[[ EXTRACTED MATERIAL open ]]

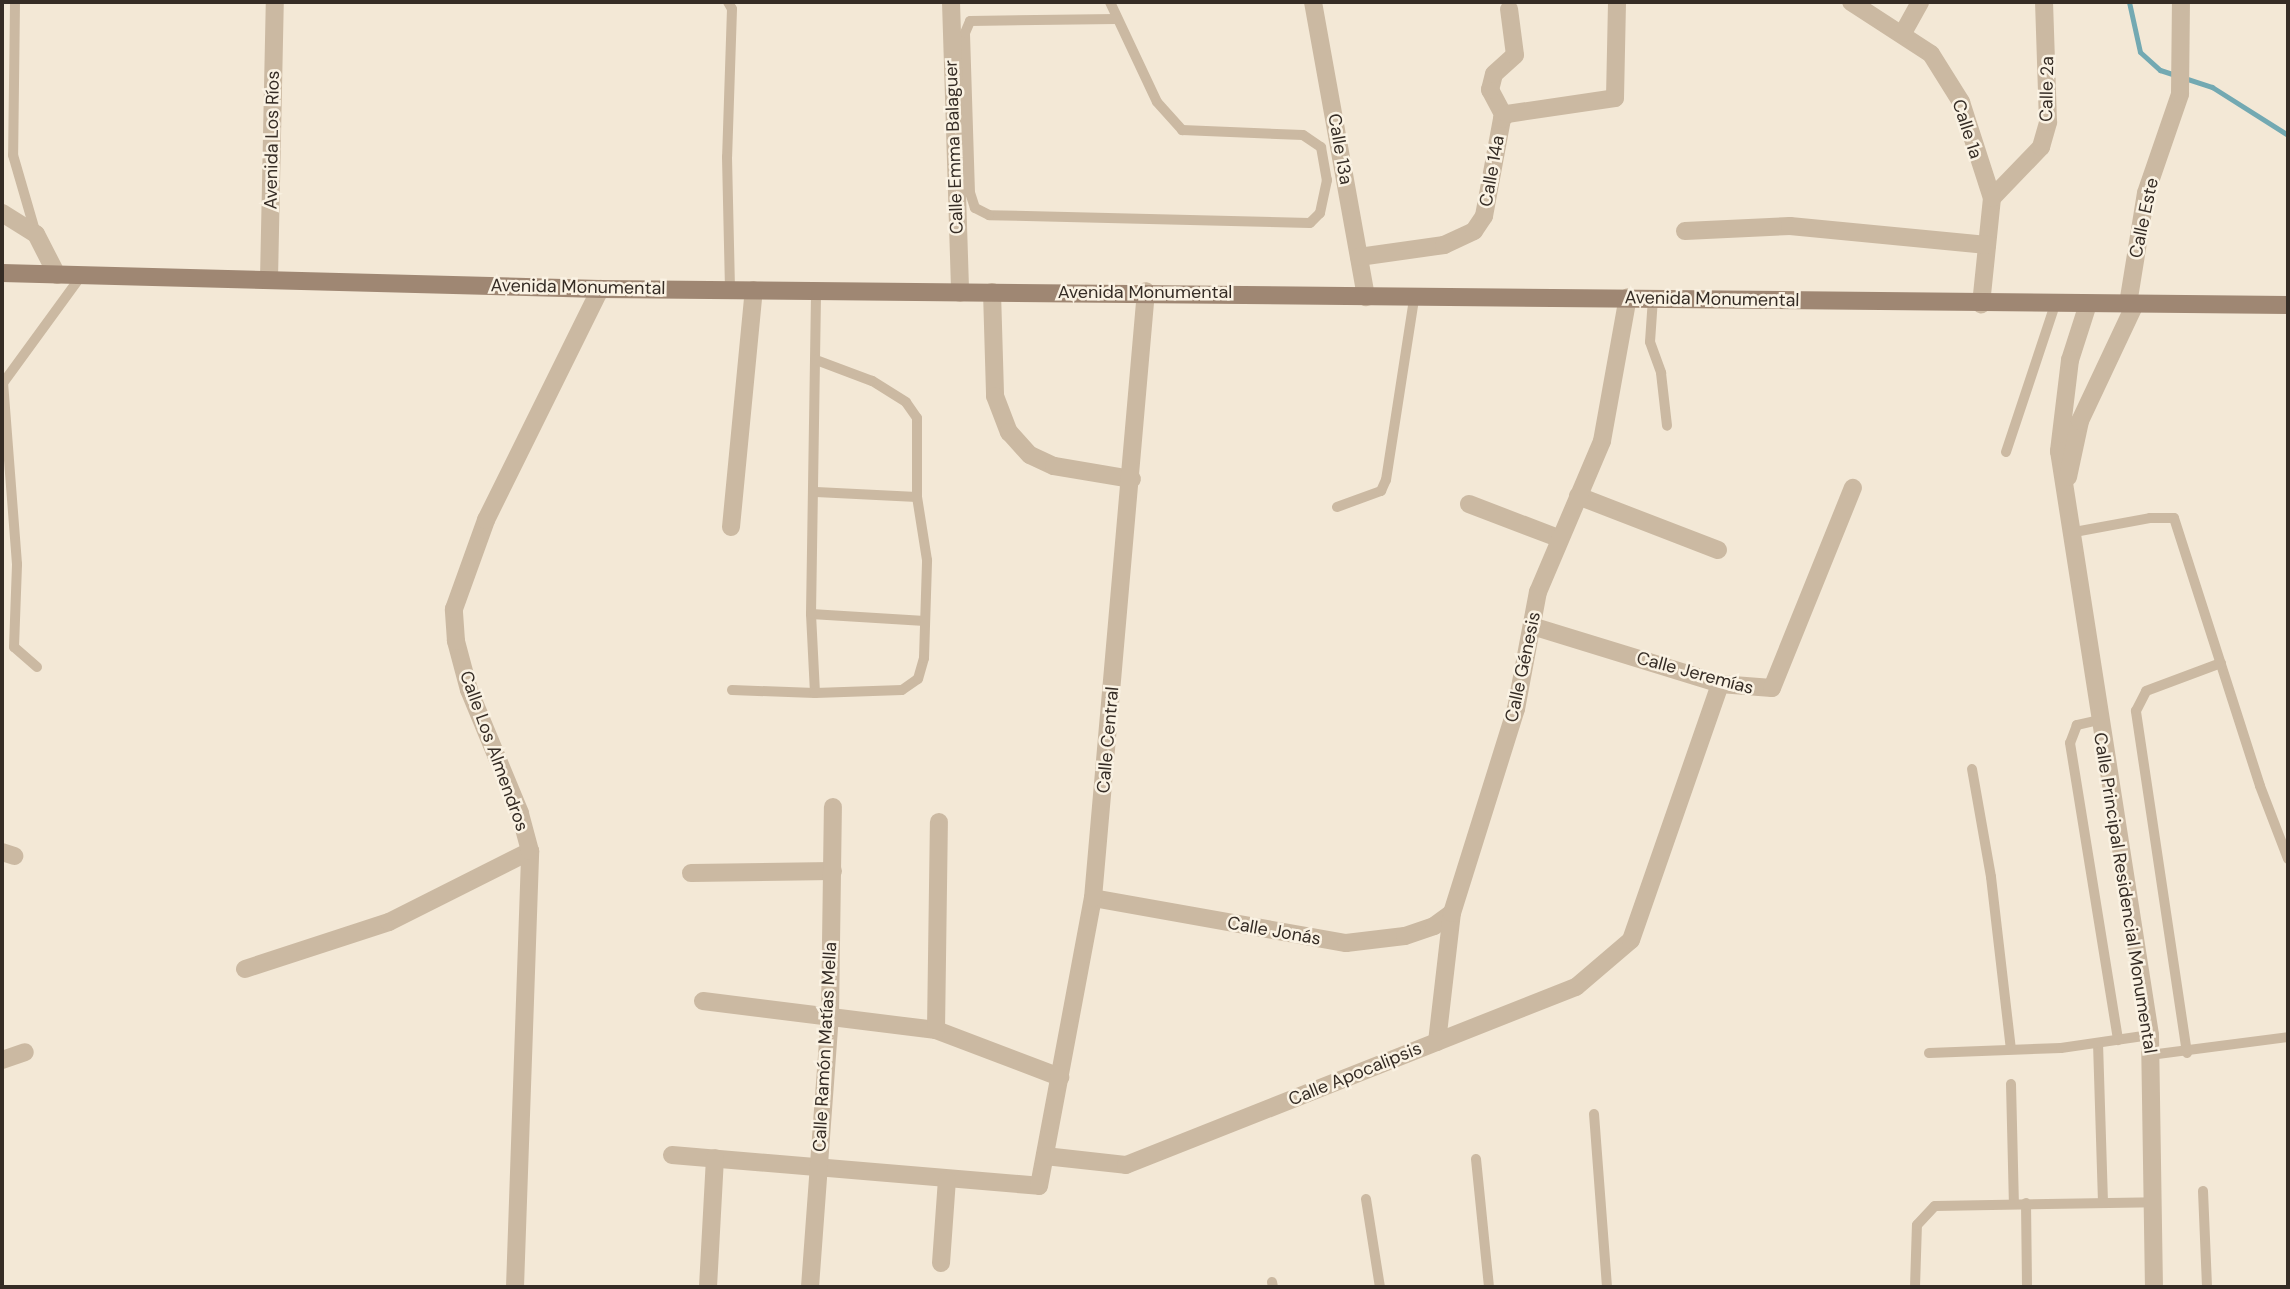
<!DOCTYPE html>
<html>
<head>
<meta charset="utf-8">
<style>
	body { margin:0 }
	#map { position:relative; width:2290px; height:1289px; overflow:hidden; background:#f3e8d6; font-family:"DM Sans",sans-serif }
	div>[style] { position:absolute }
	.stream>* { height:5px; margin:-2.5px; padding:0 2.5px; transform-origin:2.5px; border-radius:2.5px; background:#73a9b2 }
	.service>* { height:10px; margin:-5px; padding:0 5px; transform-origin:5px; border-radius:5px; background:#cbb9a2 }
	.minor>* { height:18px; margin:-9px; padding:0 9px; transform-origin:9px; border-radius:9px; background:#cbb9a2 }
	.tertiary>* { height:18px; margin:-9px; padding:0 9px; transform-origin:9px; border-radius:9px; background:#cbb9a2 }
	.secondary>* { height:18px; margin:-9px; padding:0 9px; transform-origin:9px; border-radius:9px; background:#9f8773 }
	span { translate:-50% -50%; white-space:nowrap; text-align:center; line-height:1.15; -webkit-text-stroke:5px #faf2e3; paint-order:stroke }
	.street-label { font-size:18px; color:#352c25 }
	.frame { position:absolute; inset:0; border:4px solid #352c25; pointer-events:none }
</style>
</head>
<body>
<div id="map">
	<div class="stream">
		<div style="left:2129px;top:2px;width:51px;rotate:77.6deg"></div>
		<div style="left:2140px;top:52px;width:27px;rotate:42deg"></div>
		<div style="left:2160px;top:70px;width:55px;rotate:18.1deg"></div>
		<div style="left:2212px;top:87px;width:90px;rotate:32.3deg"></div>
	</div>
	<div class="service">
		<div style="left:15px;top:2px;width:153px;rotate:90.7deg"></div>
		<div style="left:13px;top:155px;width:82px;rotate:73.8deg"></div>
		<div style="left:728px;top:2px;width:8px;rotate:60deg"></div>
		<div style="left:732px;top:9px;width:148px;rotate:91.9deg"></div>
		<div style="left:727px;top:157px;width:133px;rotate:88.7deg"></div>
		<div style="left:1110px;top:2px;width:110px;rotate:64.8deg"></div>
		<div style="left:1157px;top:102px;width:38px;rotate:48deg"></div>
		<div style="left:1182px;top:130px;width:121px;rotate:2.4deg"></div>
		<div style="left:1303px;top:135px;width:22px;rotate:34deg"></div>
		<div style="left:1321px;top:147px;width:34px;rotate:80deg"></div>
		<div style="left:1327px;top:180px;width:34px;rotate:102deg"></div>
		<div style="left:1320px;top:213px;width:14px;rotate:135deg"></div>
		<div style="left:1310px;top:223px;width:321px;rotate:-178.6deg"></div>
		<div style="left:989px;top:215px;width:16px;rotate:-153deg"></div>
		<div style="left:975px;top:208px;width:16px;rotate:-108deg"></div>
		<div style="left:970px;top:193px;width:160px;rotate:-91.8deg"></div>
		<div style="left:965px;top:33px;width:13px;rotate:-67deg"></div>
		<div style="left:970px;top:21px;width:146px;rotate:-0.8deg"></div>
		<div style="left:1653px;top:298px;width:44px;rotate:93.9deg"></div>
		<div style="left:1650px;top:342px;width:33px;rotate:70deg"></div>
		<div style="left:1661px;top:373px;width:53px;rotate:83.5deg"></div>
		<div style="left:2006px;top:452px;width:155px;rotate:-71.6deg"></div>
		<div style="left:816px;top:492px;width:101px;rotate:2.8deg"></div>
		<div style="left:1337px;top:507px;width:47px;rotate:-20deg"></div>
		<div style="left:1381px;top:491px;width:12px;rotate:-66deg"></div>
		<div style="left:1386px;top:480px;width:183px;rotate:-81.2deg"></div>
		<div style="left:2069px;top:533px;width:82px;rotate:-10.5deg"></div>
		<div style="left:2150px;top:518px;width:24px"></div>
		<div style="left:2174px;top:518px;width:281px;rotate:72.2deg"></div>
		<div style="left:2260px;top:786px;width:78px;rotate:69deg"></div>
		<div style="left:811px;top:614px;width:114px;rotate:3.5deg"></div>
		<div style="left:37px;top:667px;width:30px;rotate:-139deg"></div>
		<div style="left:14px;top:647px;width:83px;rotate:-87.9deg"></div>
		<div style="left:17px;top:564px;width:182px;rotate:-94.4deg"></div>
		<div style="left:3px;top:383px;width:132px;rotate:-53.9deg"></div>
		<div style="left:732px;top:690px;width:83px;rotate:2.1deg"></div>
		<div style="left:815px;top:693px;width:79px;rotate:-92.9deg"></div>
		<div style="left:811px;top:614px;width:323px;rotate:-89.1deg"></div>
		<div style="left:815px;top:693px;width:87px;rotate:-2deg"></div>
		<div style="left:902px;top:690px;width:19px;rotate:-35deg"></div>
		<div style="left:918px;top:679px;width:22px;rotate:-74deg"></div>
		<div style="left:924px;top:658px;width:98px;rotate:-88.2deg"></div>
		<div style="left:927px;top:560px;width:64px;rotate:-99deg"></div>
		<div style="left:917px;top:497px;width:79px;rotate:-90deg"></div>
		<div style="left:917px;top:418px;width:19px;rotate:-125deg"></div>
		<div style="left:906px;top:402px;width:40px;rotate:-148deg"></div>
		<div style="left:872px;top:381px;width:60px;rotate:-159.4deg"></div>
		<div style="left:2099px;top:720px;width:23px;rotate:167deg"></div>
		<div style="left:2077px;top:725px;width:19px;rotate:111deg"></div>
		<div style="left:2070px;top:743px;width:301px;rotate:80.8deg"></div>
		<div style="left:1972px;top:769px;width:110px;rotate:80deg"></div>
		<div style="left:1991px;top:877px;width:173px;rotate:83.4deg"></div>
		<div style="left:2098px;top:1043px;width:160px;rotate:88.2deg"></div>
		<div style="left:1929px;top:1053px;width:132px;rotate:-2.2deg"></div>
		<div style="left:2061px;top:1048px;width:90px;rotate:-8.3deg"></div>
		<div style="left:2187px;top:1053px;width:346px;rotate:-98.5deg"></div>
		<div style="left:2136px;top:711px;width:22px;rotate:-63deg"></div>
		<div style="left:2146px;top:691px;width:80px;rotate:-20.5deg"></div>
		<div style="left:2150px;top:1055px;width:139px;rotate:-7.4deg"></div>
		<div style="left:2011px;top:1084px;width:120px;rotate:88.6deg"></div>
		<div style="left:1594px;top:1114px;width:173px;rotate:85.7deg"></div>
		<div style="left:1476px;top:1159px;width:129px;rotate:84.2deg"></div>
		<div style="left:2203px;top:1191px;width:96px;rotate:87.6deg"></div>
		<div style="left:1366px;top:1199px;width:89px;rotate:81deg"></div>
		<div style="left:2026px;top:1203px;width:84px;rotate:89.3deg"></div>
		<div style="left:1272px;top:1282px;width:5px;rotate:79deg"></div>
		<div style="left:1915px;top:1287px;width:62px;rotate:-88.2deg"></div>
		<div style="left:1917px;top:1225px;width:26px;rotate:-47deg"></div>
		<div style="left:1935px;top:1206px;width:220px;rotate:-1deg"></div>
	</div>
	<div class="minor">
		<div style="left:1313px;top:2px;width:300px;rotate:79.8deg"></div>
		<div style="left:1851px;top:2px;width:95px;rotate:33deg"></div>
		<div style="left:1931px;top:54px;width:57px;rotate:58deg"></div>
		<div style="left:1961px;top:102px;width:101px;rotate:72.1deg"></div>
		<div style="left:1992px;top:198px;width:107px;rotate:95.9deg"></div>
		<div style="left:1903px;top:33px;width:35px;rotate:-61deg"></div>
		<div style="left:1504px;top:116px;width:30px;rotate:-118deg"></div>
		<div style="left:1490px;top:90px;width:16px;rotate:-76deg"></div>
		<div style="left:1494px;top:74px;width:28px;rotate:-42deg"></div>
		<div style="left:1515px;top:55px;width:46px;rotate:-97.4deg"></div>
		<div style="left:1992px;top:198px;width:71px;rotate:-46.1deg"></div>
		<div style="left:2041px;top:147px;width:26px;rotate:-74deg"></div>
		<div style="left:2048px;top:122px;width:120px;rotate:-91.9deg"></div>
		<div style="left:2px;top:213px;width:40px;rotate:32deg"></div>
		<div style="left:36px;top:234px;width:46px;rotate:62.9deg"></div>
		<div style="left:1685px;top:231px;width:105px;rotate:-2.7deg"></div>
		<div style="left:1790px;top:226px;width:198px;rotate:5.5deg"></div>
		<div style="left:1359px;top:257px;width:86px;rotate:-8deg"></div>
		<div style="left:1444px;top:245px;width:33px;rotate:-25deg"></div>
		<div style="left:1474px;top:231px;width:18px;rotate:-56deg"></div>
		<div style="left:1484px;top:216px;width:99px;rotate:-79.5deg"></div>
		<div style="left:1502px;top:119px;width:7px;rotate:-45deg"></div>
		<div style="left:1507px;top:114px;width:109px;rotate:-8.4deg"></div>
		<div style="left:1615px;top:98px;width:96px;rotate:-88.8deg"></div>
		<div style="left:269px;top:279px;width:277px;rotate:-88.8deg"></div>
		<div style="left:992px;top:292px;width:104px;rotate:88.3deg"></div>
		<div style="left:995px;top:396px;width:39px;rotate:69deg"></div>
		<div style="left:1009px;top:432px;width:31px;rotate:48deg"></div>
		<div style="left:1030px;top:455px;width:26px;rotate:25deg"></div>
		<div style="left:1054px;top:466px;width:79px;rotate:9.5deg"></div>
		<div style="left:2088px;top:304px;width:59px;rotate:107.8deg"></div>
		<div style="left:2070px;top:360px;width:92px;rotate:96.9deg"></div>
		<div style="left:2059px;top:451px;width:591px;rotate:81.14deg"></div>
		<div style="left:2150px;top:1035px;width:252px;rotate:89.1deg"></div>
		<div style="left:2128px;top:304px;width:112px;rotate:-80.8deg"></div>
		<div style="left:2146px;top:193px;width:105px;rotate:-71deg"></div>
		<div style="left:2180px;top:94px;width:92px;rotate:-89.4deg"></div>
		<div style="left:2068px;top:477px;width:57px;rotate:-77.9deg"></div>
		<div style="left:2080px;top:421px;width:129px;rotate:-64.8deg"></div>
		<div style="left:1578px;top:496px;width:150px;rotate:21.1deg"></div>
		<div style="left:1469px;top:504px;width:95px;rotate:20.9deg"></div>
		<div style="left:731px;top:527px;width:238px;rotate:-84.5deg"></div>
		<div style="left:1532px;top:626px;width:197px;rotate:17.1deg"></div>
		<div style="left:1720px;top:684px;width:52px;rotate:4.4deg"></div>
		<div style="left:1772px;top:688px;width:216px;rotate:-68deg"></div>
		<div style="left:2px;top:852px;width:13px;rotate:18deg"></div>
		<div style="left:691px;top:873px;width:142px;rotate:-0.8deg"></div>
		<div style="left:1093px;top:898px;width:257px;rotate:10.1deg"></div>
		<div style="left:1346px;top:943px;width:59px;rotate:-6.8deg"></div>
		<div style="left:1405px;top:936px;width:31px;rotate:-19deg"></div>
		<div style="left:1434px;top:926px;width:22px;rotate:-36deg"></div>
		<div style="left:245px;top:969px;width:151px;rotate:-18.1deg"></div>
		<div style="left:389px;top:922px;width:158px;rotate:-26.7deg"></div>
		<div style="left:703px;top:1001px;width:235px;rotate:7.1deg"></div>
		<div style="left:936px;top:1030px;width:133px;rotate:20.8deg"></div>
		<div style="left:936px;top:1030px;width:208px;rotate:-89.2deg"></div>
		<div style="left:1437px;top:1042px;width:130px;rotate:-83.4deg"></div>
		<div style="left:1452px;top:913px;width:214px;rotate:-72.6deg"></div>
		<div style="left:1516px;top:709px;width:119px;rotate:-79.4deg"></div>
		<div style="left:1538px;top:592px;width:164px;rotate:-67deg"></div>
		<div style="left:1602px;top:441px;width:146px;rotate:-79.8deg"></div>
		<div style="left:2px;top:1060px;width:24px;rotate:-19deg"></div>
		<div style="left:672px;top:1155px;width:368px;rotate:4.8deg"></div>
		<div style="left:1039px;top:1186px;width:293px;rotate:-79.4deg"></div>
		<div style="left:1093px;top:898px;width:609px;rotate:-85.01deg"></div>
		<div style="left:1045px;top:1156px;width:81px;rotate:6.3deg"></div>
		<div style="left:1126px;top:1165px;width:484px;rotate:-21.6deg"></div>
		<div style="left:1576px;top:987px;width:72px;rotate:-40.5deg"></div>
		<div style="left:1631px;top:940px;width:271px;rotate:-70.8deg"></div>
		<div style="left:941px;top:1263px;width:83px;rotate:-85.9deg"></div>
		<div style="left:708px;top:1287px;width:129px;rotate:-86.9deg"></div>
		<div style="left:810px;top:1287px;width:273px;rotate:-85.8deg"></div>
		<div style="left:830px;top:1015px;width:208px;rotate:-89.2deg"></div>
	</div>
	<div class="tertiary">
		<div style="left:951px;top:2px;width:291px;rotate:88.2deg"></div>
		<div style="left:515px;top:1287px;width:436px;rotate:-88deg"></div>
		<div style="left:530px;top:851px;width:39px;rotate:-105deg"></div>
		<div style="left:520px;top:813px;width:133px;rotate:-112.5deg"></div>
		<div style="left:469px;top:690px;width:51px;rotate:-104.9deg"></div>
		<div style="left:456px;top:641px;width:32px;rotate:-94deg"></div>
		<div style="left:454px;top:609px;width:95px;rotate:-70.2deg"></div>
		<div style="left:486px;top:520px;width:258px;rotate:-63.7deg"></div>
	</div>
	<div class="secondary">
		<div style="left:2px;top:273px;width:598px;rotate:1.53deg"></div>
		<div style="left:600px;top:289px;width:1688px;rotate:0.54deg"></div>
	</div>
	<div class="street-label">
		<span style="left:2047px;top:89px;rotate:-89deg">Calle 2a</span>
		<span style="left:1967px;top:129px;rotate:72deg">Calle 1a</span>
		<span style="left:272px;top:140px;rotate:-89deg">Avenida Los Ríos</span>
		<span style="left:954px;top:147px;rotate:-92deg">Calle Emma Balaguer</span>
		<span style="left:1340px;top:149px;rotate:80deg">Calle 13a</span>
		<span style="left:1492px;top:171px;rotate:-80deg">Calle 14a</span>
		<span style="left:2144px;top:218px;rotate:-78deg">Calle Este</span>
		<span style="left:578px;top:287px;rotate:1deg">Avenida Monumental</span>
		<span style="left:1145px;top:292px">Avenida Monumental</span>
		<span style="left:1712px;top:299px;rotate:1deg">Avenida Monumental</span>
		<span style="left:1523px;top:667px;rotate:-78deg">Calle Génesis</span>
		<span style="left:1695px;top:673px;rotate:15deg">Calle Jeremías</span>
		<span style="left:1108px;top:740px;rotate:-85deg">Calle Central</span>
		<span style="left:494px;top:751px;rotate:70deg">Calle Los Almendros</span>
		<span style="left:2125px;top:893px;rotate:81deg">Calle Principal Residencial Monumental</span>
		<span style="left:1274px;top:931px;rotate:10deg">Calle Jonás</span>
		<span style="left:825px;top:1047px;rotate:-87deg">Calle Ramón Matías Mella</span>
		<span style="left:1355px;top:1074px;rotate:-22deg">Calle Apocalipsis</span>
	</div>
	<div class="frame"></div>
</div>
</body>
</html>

[[ EXTRACTED MATERIAL closed ]]

EXERCISE OBJECTIVE: Without the pictures, write out the lines from the beginning of the entries through the line with "position:relative; width:2290px; height:1289px;".

TASK RESULT:
<!DOCTYPE html>
<html>
<head>
<meta charset="utf-8">
<style>
	body { margin:0 }
	#map { position:relative; width:2290px; height:1289px; overflow:hidden; background:#f3e8d6; font-family:"DM Sans",sans-serif }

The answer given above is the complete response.